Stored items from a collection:
☆ ☆ ☆ ☆
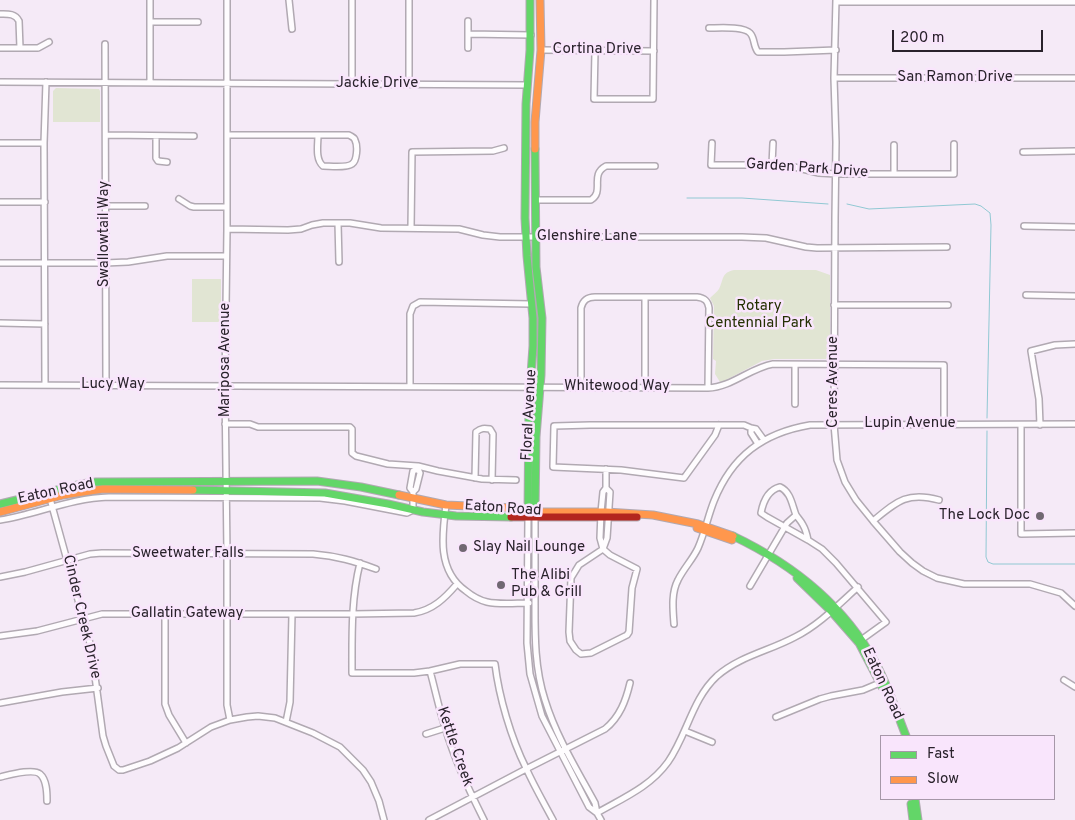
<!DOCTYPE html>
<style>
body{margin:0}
#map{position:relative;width:1075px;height:820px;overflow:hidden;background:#f5eaf7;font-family:Overpass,sans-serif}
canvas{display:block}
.legend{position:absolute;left:880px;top:735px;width:175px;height:65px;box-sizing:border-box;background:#f9e5fc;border:1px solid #a697a8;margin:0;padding:6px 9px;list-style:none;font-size:15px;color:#29222b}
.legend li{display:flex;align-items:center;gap:10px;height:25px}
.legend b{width:25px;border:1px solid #a697a8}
.scale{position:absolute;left:892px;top:30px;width:151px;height:22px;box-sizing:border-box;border:2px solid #29222b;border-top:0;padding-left:6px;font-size:15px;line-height:18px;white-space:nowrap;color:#29222b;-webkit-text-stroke:4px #f9e5fc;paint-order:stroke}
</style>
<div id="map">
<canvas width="1075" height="820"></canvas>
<ul class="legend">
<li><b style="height:6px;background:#63d668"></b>Fast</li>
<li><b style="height:6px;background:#ff974d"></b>Slow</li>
</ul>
<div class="scale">200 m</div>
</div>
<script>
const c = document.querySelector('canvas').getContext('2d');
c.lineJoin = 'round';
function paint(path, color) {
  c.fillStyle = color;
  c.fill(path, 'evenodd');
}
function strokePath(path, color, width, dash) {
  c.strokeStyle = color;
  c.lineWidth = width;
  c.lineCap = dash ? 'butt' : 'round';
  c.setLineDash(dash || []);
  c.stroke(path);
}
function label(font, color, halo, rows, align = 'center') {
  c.font = font + ' Overpass,sans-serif';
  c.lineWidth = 5;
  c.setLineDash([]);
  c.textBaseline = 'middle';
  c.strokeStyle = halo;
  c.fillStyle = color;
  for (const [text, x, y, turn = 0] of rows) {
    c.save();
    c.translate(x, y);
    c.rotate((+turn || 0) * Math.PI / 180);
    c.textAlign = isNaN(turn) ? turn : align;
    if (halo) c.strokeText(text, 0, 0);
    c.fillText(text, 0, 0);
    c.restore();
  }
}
const green = new Path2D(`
 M56 88 99 89 100 91V122H53V91Z
 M734 270H816L830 275V353L826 359H774L762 361 724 381 720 382 715 374 716 361 713 359 714 306 710 298C713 295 717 292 719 289 724 279 721 273 734 270Z
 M192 279H221V322H192Z`);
const stream = new Path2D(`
 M687 198H742L828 204
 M847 204 869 209 975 204 981 206 990 213 991 225 987 418
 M987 431 986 557 988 562 993 564H1075`);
const street = new Path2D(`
 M227 0V229L225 386 227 554V705L230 720
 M289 0 292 29
 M352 0V84
 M836 0 834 78 836 142 835 218 834 424 837 460 845 482 856 500 873 521 900 552 912 563 923 571 937 578 964 584H1030L1061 593 1075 606
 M836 2H1075
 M0 14C7 14 15 13 19 21L20 48
 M468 21V48
 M150 22H198
 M709 28C718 28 744 26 750 33 755 38 753 46 758 52H784L836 50
 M468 34 531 35
 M105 44 106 385
 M0 48H38L49 42
 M541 50 654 51
 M595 51 594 99H653L654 0
 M834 78H1075
 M0 82 527 85
 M150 82V0
 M409 84V0
 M106 135 194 136
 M227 135H318C318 145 315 159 323 166 330 166 347 168 352 164 357 161 358 146 355 140 354 137 352 137 349 135H318
 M156 136V158L158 161 167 162
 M0 143H44
 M712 143 711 165H772L790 166 819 173 836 174H954V144
 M1023 152 1075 151
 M772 165 773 143
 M894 173V145
 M179 199 190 206 194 207H227
 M535 200H591C605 191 589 175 606 166H655
 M0 202H45
 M105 206H145
 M338 223 339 262
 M1024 226 1075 227
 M411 228 412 152 493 151 504 148
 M227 229 288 230 301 229 312 225 323 223H350L381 228 459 229 483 235 500 237H742L766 238 806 247 817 248 947 247
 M0 263H105L128 262 167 256H226
 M1026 295 1075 296
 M834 305H948
 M0 323 45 324
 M0 385 708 388C732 387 750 368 773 364L944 365V424
 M45 385 44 143 46 82
 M410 386V314L413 306 420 302 531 304
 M581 387V308C583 300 587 297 595 297H697C705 298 708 301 709 308L708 388
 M645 387V297
 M795 404V365
 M225 424H250L258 427H350L352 429V453L356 456 388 464 418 466V469L420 473 416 489 413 492
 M719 425 715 435 684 478 621 470 553 467 554 426 590 425H744L751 428
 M1021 425V534L1075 533
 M1040 425 1039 399 1031 351 1055 345 1075 344
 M758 444 751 433V428L756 429 764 440
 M418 466 438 471 482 479 516 480
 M475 478 476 432C481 428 484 428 490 429L493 434 492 480
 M780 487C791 492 792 505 796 515 798 518 801 521 803 525 806 530 807 535 808 540L767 517 761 513C763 502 768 490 780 487Z
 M606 488 610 492 607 538 603 549 600 538 601 512 603 492Z
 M606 488V469
 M49 495 91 647 103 736 106 746 114 766 119 770H123L150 761 178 748 211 727 230 720 247 717 258 716 275 718 313 733 340 747 363 770 371 782 379 801 384 820
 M446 505C442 535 437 571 466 591 472 596 479 600 487 602 500 605 516 603 529 603
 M528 516 527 643 530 674 542 716 589 807 597 813
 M535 517C535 544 535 571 535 597 535 632 534 666 545 700 556 736 577 770 595 803L597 813 601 820
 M0 520C37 514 71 498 109 497L320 498 345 501 407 513 413 510V492L410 488 413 471 418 469
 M873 521C896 502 907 491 939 500
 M808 540 822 549 836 563 886 622 861 640
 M603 549 610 555 637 569 632 588 629 632 627 635 591 653 581 654 576 650 570 641 569 632 571 578 579 565Z
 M360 563C351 599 352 636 352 673H414L430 671 460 664H495C499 697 511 738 526 768 534 786 544 803 553 820
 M0 577 25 572 90 554 102 553 313 554C337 556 354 561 376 569
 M750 586 787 523 796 515
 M165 613V704L169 715 186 743
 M674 624C673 610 671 593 678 580 684 568 693 559 698 548 705 532 708 516 714 501 732 456 763 433 810 425L1075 424
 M0 636 37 631 102 614H352L414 613C433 610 445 598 457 584
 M430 671C435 689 439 709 445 727 454 759 469 790 484 820
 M1064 680 1075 687
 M0 703 62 692 98 688
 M776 717 820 699 831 696 863 690 882 682
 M286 722 290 702 292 614
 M685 731 712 742
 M426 734 445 728
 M0 777C9 775 33 768 40 774 47 780 47 793 47 801
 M597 813C623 798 650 787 668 762 687 735 692 699 717 676 740 656 769 651 795 637 819 625 838 605 858 587
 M429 820 526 769 605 729C620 717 626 700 630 683`);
const fast = new Path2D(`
 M535 149 536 267 542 318 541 375 536 437 535 512
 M193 490 325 493 388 504 423 512 456 516 511 517
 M0 504 81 484 96 482 317 481 361 487 399 495
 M528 511 529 403 533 346V318L527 256 525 218 526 104 530 50V0
 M733 536C792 564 843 604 875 662 888 685 896 711 906 736
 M797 578 831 611 859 643 882 687
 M915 799 918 820
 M911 804 913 820`);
const slow = new Path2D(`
 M535 149V122L541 50 540 0
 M399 495 446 505 514 508 528 511 543 512H606L653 515 698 524 733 536
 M0 512 63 495 103 489 193 490
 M697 528 732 540`);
const jam = new Path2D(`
 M511 517H637`);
const markers = [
 [1040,516,5,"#706872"],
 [463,548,5,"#706872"],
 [501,585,5,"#706872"]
];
const streetNames = [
 ["Cortina Drive",597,50],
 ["San Ramon Drive",955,78],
 ["Jackie Drive",377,84],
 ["Garden Park Drive",807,169,4],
 ["Swallowtail Way",105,234,-90],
 ["Glenshire Lane",587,237],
 ["Mariposa Avenue",226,360,-90],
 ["Ceres Avenue",834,382,-90],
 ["Lucy Way",113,385],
 ["Whitewood Way",617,387],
 ["Floral Avenue",530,415,-87],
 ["Lupin Avenue",910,424],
 ["Eaton Road",56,492,-12],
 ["Eaton Road",503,509,4],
 ["Sweetwater Falls",188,554],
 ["Gallatin Gateway",187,614],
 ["Cinder Creek Drive",81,617,77],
 ["Eaton Road",882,684,65],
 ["Kettle Creek",454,747,71]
];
const parkNames = [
 ["Rotary",759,307],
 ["Centennial Park",759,324]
];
const poiNames = [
 ["The Lock Doc",1030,516,"right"],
 ["Slay Nail Lounge",473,548],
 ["The Alibi",511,576],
 ["Pub & Grill",511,593]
];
paint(green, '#e1e5d3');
strokePath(stream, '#90c8d3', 1);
strokePath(street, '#b1a9b2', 8);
strokePath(fast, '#b1a9b2', 9);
strokePath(slow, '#b1a9b2', 9);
strokePath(jam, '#b1a9b2', 9);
strokePath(street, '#fefcfe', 5);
strokePath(fast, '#63d668', 7);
strokePath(slow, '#ff974d', 7);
strokePath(jam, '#b3261e', 7);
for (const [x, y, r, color] of markers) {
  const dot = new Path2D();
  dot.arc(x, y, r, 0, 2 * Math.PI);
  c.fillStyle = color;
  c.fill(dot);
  strokePath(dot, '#f9e5fc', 2);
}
label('15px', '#29222b', '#f9e5fc', streetNames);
label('15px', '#243002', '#f9e5fc', parkNames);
label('15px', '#29222b', '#f9e5fc', poiNames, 'left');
</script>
☆ ☆ ☆ ☆
**Task brief**
"turn" is the word to look for; copy every line of the data that has it.

**Reply**
  for (const [text, x, y, turn = 0] of rows) {
    c.rotate((+turn || 0) * Math.PI / 180);
    c.textAlign = isNaN(turn) ? turn : align;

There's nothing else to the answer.